Elle me considéra d’un œil méprisant.

— Ce que vous pouvez être bête !

— Désolé, Joséphine !

— Je me fiche pas mal de l’oncle Roger ! Si je vous en veux, c’est parce que ce n’est pas du travail de détective ! Vous ne savez donc pas qu’on ne raconte jamais rien à la police avant que tout soit terminé ?

— Je suis navré, Joséphine, vraiment navré.

— Il y a de quoi.

La voix lourde de reproche, elle ajouta :

— J’avais eu confiance en vous…

Une troisième fois, je répétai que j’étais navré. Le regard de Joséphine me parut s’adoucir. Elle donna dans sa pomme un nouveau coup de dents. Je repris :

— De toute façon, la police aurait fini par savoir. Nous ne pouvions pas tenir longtemps la chose secrète.

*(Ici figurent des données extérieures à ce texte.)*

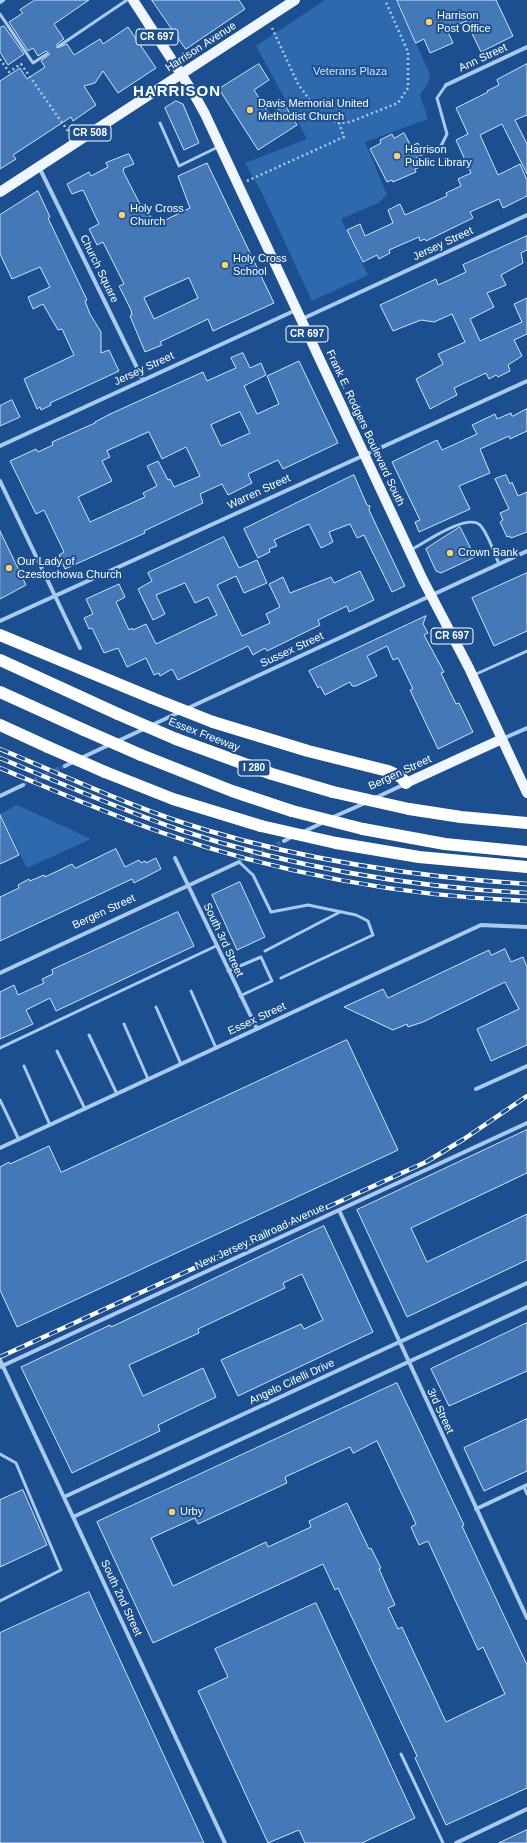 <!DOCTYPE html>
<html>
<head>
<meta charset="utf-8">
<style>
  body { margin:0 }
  canvas { display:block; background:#1b4f8f }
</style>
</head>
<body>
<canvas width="527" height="1843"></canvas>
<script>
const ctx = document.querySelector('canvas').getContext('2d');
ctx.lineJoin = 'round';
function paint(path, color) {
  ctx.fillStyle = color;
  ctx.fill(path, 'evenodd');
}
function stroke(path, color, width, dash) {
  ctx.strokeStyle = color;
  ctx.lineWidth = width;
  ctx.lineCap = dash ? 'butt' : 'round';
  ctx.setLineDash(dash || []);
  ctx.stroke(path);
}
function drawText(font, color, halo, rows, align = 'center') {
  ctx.font = font + ' Arial,sans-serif';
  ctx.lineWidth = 4;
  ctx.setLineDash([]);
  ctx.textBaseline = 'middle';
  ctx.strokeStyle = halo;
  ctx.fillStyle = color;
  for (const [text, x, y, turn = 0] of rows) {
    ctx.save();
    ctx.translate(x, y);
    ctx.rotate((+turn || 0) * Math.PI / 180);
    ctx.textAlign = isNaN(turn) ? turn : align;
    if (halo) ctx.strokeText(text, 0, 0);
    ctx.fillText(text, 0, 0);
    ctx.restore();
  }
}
paint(new Path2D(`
  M325,0H396L430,74L428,83L420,95L428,119L365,142L387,195L378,203L341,219L368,275L312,301L262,193L245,163L307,139L256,46Z
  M17,805L91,839L27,868L0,814Z`), '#2e69ad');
const building = new Path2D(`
  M35,0H89L54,24L64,39L57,44V48L67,44L74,55L100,39L103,44L128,27L156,68L118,93L103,71L95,83L84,86L96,105L73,121L71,117L13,155L16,159L0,169V81L20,68L27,79L45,67L41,61L50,54L46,51L38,56L33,48L28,51L9,22L23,13L20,10Z
  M152,0H239L245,9L186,49Z
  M397,0H496L513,36L481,52L466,21L447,30L453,43L430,53L424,39L416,43Z
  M4,26L24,54L8,65L0,52V28Z
  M259,64L269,80L254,90L270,115L285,105L297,125L258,150L219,89Z
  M527,64V115L515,120L527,144V174L502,124L480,135L498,175L520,164L527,180V196L503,208L499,199L470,212L473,218L426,241L425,239L420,241L419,237L389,250L390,253L379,259L377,255L363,262L347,230L360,224L365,236L393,223L388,210L400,204L405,215L447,196L446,193L461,186L458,179L471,173L456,140L468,134L456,108L488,92L487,91L499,85L497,80Z
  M176,101L183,104L199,143L184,150L165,108Z
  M404,133L411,146L418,143L424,154L416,158L420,167L415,169L416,172L393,182L392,180L387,182L370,149L381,143L380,140L392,134L394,138Z
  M129,154L134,164L124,168L123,171L144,212L147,210L155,225L190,208L178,176L207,163L274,303L213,331L208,319L160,342L162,345L145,352L130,316L132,315L131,310L119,286L124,284L103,242L97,245L89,229L99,224L83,190L72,194L67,184L89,172L91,176L108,167L106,163ZM189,278L198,298L154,319L144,298Z
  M38,191L50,217L48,218L87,300L85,301L90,314L101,332V353L109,350L119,371L50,403L51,405L41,410L40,407L37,409L24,379L74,355L62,329L58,330L43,304L33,309L28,297L50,287L40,267L12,279L0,254V215Z
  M527,236V250L521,253L523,263L501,275L506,285L487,293L494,307L470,319L480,341L522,322L514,304L527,298V334L514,340L522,356L508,365L510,371L498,377L496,375L489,379L486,373L454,388L457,395L430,409L416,379L443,364L438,354L465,342L452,314L434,322L421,320L393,331L380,305L436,279L438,285L447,281L466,272L463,265Z
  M243,353L250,368L261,363L266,375L244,386L257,414L279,404L267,376L299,361L338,443L283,469L278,460L248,474L252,483L228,495L222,484L200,494L203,503L144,531L145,533L65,569L59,555L64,552L44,510L36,514L10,461L36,449L38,452L53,445L52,442L95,423V422L108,415L203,372L207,381L220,375L236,368L231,358ZM240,412L250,433L221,446L211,425ZM149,432L162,459L186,447L200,476L174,487L170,479L168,480L158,461L147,466L157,486L143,493L145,497L90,522L78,497L112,481L102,461L110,457L107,451Z
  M12,400L20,417L0,426V406Z
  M527,409V431L510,439L509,436L480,449L490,473L459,486L470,509L419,532L415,522L420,520L392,462L437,440L442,450L464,440L477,434L472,425L495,414L497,419L511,413L512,416Z
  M354,475L367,505L370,506L369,510L405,586L392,592L364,535L357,538L350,524L329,532L333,542L321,548L309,524L274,540L277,546L269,549L270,552L258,558L244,529Z
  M506,475L510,484L512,482L518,496L527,492V532L511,538L510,536L507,537L500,522L503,520L500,513L509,509L495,479Z
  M460,527L475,557L441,573L436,571L426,549Z
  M0,531L26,585L0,599Z
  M224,537L239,568L257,560L267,583L244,593L236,576L217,585L242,636L270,623L266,614L280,607L269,584L283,577L290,593L331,577L334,583L360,571L374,600L349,612L347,606L318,620L320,625L267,651L265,648L253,655L248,646L178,680L172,669L160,676L159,673L154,675L146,658L127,667L118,648L104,653L92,628L89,629L84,618L93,614L86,599L119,584L125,597L116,602L129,630L132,628L133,630L146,624L156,644L217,615L208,597L195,603L185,583L156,595L165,614L153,620L138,589L152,581L148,573Z
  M527,573V631L494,646L472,598Z
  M426,616L423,624L428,633L424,635L444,672L441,673L456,704L459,703L473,732L438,749L410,690L413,689L398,658L393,660L387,646L367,656L377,676L356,686H352L350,682L325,695L320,686L318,688L309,671Z
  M0,815L19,855L0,864Z
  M116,849L125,867L139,860L141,863L145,861L146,863L156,858L161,869L134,883L132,879L0,941V897L19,888L18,885L29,879L30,881L44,875L45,877L72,864L75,868Z
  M240,882L265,937L237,950L212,895Z
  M178,912L194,946L56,1011L50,998L26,1010L33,1024L0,1039V992L14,985L18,995L44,983L42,979L53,974L52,970Z
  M505,949L511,962L523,957L527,967V1045L491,1061L477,1029L519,1009L505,982L423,1022L408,1027L407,1024L393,1030L344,1007L383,989L388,998L489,950L491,955Z
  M347,1040L398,1150L17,1327L0,1290V1167L9,1162L10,1164L49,1146L61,1172Z
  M527,1130V1173L411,1228L427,1262L527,1214V1260L407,1317L357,1210Z
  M324,1226L373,1332L238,1396L221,1360L301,1324L304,1329L323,1320L302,1274L283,1283L285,1288L198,1329L199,1333L129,1365L143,1396L203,1368L216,1397L158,1425L160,1431L72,1473L21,1367L110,1325L111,1327L190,1290Z
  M527,1323V1371L449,1406L431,1369Z
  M397,1383L464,1525L462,1526L527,1665V1788L446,1825L415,1758L417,1756L338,1588L335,1590L323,1564L153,1643L97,1522ZM377,1441L416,1524L411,1527L419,1545L428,1541L478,1650L483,1647L505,1694L446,1722L402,1627L398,1629L388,1608L395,1605L379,1569L381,1568L371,1548L369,1549L347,1503L309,1521L311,1527L268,1547L266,1542L173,1586L151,1538L195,1518L198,1524L287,1483L285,1477L350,1447L353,1453Z
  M527,1419V1471L484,1491L464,1448Z
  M23,1490L47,1545L0,1567V1500Z
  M89,1592L121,1662L204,1843H0V1633Z
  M316,1603L415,1818L362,1843H305L299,1830L268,1843L198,1691L228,1677L215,1649Z
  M527,1830V1843H499Z`);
paint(building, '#4478b7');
stroke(building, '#cfe3fa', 1);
stroke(new Path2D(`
  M23,785L65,766
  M239,862L284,841`), '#3d69a0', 4, [4, 2]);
stroke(new Path2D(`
  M272,28L298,84L320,114L339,123
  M0,59L9,72L21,64L70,134
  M247,181L344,137L339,123L350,122L398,103L408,88V52L385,0`), '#a9c9ee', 2.5, [2, 3]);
stroke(new Path2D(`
  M0,14L33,63L47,54
  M59,46L127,0
  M160,123L179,166L218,147
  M439,150L447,134L437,98L446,85
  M411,550C425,542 467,513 480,525C487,532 495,554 499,564
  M474,675L527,651
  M239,862L253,875L271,912L308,905L356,915L368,921L373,935L281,978
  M265,951L340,912
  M228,971L261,957L272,981L240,996
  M191,991L216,1048
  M156,1007L181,1064
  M124,1024L148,1079
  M89,1035L117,1094
  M0,1048L216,946
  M57,1051L85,1109
  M24,1066L50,1125
  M0,1100L19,1140
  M0,1454L16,1463L61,1570L0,1601
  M524,1487L527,1494
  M401,1754L443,1843`), '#a9c9ee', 3);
stroke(new Path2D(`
  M0,2L3,0
  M446,85L527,47
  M39,167L143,380
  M302,319L527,215
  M0,446L296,310
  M0,481L80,648
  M0,621L527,381
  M186,709L527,551
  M152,725L180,712
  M502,739L527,728
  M118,741L146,728
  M81,758L111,744
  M65,766L75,761
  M0,796L23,785
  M375,798L405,784
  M331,818L365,803
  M303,832L324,822
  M284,841L293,836
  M175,858L257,1029
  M0,973L239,862
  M476,1089L527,1066
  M0,1148L481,925L527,927
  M339,1210L527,1618
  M0,1360L225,1843
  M0,1367L527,1123
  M64,1497L527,1283
  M476,1509L527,1485
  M73,1517L527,1307
  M456,1843L527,1809`), '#a9c9ee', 4);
stroke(new Path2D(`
  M133,0L194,94L205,114L423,580L469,668L527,793
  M0,192L295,0
  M406,783L502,739`), '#f0f6ff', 10);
stroke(new Path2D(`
  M0,635L152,698
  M0,660L118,714
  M0,692L84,730
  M213,722L308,751L388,771L401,777L406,783
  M0,725L48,747
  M176,739L272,774L333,792
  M141,755L232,791L292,811
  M105,772L173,799L261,826
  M409,809L461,817L527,823
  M363,829L445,844L527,852
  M336,843L419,857L527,867`), '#fff', 12);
const rail = new Path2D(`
  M0,749C68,777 135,809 206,830C309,861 419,877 527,884
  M0,758C60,783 119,809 180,830C291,867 410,887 527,893
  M0,768C53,790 106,813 160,832C277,873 403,896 527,901
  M0,1357L426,1162L464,1139L527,1096`);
stroke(rail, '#fff', 4.5);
stroke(rail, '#1b4f8f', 3, [9]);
stroke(new Path2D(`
  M152,698L213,722
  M118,714L176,739
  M84,730L141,755
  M48,747L105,772
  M333,792L409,809
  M292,811L363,829
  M261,826L336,843`), '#fff', 12);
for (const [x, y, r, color] of [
  [429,22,4,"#ffd166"],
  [250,110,4,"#ffd166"],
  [397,156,4,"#ffd166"],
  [122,215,4,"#ffd166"],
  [225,265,4,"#ffd166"],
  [450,553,4,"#ffd166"],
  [9,568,4,"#ffd166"],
  [172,1512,4,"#ffd166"]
]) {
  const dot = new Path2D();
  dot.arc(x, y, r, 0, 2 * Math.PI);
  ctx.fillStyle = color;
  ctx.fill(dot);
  stroke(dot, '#1b4f8f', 1.5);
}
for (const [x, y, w] of [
  [157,37,42],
  [90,133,42],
  [307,334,42],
  [452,636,42],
  [254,768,32]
]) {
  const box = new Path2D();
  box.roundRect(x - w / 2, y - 8, w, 16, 3);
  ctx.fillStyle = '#1b4f8f';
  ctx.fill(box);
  stroke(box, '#fff', 1);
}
drawText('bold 10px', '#fff', null, [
  ["CR 697",157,37],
  ["CR 508",90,133],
  ["CR 697",307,334],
  ["CR 697",452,636],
  ["I 280",254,768]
]);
drawText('11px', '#fff', '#1b4f8f', [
  ["Harrison",437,16],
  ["Post Office",437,29],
  ["Davis Memorial United",258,104],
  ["Methodist Church",258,117],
  ["Harrison",405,150],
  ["Public Library",405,163],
  ["Holy Cross",130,209],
  ["Church",130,222],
  ["Holy Cross",233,259],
  ["School",233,272],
  ["Crown Bank",458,553],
  ["Our Lady of",17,562],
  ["Czestochowa Church",17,575],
  ["Urby",180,1512]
], 'left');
drawText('11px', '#fff', '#1b4f8f', [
  ["Harrison Avenue",201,47,-33],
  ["Ann Street",483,58,-25],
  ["Jersey Street",443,244,-25],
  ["Church Square",99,269,64],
  ["Jersey Street",144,369,-25],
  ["Frank E. Rodgers Boulevard South",365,428,65],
  ["Warren Street",259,492,-25],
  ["Sussex Street",292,650,-25],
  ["Essex Freeway",204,735,21],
  ["Bergen Street",400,773,-25],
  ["Bergen Street",104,912,-25],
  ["South 3rd Street",223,940,65],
  ["Essex Street",257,1019,-25],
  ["New Jersey Railroad Avenue",260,1237,-25],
  ["Angelo Cifelli Drive",292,1382,-25],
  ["3rd Street",440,1411,65],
  ["South 2nd Street",121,1598,65]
]);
drawText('11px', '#cfe3fa', '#1b4f8f', [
  ["Veterans Plaza",350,72]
]);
ctx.letterSpacing = '1px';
drawText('bold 15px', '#fff', '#1b4f8f', [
  ["HARRISON",177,92]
]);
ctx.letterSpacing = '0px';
</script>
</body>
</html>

— Parce qu’il va faire faillite ?

Comme toujours, Joséphine était bien informée.

— Je crois qu’il faudra bien en arriver là.

— Ils doivent parler de ça ce soir, dit Joséphine. Papa, maman, l’oncle Roger et la tante Edith. La tante est prête à donner tout son argent à Roger. Seulement, elle ne l’a pas encore et, quant à papa, je ne crois pas qu’il marchera. Il dit que si Roger est dans la mélasse, il n’a à s’en prendre qu’à lui-même et que c’est un jeu de dupes que de courir après son argent. Maman, elle, dit comme lui : elle veut que papa garde ses fonds pour Edith Thompson. Au fait, vous la connaissez, l’histoire d’Edith Thompson ? Elle était mariée, mais elle n’aimait pas son mari, parce qu’elle était amoureuse d’un jeune homme qui s’appelait Bywaters qui a fini par tuer le mari en le poignardant dans le dos.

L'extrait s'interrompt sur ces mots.